Role of H2A deubiquitination in cell cycle progression and Hox gene expression

Protein ubiquitination regulates a broad spectrum of protein substrates in diverse cellular pathways. One target of ubiquitination is histone H2A. Recent identification of H2A ubiquitin ligase has revealed important roles for H2A ubiquitination in gene silencing and X inactivation. It is not known how ubiquitinated H2A is deubiquitinated and what it’s function is.

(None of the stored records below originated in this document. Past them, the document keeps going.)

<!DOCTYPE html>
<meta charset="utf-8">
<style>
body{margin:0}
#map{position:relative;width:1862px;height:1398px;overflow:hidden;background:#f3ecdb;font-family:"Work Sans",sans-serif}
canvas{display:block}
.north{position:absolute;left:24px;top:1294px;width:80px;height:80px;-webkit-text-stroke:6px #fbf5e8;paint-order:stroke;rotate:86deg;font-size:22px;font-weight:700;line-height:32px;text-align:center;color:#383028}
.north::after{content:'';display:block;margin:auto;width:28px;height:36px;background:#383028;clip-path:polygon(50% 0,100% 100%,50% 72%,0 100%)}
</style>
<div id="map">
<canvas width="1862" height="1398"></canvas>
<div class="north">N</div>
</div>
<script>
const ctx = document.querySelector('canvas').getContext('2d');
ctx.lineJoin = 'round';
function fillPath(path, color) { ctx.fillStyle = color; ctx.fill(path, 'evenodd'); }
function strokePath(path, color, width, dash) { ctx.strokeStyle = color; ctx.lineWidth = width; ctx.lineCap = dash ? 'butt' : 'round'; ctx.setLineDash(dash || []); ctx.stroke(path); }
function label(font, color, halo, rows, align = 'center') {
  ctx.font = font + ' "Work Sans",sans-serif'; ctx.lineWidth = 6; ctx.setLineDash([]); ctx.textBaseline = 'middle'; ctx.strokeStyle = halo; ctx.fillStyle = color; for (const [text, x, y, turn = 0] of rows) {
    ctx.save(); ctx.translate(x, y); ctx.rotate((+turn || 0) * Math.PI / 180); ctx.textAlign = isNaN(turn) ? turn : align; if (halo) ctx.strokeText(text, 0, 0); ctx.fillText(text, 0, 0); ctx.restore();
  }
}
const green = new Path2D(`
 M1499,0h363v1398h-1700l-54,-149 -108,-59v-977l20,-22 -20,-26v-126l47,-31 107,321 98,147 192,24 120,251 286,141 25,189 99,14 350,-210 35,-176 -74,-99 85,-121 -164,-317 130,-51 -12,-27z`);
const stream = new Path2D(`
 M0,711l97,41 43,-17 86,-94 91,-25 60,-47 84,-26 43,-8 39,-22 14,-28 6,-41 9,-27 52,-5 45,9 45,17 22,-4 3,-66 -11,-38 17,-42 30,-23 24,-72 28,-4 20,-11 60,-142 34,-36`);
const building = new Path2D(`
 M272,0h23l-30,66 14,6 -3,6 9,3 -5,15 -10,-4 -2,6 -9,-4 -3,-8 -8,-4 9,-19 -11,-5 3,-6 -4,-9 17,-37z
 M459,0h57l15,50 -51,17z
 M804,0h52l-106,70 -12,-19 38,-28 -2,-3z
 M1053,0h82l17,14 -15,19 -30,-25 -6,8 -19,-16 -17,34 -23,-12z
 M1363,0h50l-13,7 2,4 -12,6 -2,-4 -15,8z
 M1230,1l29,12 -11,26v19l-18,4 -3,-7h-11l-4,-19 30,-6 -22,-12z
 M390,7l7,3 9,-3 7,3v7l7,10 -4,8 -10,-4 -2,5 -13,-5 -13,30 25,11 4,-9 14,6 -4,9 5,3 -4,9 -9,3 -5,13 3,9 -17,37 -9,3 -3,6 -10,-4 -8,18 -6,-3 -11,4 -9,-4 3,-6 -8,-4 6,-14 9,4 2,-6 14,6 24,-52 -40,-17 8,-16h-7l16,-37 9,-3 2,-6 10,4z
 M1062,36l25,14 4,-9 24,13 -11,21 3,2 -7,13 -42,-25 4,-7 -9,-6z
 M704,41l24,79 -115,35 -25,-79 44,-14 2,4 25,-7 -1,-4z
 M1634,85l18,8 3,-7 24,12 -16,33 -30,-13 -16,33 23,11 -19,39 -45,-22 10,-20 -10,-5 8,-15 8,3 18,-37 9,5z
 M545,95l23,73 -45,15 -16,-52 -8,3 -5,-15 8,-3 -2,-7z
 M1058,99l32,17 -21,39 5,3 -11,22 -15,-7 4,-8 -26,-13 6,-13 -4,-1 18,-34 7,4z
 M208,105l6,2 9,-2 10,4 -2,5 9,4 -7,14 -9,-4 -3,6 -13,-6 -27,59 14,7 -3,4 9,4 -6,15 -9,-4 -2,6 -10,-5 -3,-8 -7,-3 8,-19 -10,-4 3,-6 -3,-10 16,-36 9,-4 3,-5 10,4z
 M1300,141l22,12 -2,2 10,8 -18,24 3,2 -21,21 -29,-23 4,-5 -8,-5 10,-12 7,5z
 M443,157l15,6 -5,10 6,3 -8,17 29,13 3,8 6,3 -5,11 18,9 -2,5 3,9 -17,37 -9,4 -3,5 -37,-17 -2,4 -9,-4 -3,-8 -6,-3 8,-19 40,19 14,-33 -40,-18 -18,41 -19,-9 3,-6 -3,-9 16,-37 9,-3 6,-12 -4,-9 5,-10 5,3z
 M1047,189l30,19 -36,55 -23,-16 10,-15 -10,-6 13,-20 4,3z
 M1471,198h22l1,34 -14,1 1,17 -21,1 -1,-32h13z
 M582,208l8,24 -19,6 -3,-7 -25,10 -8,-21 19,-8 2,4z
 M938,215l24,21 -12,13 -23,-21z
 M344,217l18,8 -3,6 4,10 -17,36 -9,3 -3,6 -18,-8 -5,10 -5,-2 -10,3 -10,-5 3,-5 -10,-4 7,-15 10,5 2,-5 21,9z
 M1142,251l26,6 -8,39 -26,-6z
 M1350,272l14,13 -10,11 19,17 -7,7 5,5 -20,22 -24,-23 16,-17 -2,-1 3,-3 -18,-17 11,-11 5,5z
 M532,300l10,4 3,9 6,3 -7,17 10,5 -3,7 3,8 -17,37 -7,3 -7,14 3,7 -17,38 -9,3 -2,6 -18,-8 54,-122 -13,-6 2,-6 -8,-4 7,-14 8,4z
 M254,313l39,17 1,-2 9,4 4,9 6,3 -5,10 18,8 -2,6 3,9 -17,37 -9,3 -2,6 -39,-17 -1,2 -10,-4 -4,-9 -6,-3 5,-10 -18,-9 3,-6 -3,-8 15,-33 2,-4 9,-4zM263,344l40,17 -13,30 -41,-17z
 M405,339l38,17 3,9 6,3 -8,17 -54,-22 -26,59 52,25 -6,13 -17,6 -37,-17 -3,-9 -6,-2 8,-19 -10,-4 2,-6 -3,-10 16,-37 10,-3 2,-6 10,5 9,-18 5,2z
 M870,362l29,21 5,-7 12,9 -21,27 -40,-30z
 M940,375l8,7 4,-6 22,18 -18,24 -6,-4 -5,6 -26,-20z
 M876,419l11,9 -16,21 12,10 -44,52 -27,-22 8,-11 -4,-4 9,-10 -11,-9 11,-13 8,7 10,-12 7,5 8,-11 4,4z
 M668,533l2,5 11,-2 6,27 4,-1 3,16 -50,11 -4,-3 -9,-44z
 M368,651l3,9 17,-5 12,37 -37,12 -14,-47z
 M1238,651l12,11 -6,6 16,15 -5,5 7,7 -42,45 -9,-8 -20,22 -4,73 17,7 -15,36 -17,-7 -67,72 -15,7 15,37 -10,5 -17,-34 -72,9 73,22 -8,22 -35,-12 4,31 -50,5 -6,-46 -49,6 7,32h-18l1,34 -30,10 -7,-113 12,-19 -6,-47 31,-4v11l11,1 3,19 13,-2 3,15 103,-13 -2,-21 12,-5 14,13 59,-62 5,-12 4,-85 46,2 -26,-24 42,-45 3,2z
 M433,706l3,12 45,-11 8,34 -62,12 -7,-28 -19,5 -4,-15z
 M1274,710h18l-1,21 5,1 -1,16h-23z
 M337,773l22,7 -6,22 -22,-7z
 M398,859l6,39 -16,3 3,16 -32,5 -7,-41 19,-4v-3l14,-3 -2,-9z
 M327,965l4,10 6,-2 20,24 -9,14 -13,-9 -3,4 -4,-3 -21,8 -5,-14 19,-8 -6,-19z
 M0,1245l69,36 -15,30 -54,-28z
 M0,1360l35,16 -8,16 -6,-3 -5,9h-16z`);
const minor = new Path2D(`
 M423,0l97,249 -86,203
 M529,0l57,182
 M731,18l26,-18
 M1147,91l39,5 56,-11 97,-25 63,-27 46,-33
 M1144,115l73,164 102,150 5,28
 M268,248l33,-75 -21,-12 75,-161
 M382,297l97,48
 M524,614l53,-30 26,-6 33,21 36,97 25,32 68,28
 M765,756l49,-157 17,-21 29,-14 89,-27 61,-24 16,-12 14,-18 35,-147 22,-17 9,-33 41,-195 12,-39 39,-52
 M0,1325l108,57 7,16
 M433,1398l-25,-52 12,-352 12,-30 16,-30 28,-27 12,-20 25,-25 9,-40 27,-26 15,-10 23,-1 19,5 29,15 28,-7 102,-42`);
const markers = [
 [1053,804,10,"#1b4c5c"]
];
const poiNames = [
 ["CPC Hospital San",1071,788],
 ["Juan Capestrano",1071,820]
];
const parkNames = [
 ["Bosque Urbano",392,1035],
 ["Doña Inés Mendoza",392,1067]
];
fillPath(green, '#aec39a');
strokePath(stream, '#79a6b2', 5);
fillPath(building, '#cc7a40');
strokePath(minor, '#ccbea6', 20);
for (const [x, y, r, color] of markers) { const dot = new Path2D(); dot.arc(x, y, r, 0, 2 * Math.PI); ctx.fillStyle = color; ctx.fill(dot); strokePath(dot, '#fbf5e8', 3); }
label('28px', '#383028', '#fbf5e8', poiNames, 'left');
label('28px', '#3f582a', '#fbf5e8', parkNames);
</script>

We purified and identified one deubiquitinase for histone H2A, Ubp‐M. Ubp‐M prefers nucleosomes as substrates and specifically deubiquitinates histone H2A but not H2B in vitro and in vivo . Cells with knockdowns of Ubp‐M exhibit slow growth rates, which are due to defects in M phase of the cell cycle. Biochemical studies indicate that deubiquitination of H2A during M phase of the cell cycle is defected in Ubp‐M knockdown cells and that H2A deubiquitination serves as a prerequisite for subsequent H3Ser10 phosphorylation. In addition, we demonstrate that Ubp‐M regulates HoxD10 gene expression using RT‐PCR and ChIP assays. Therefore, our study defines the deubiquitinase for histone H2A and demonstrates that H2A deubiquitination plays a critical role in cell cycle progression and transcriptional regulation.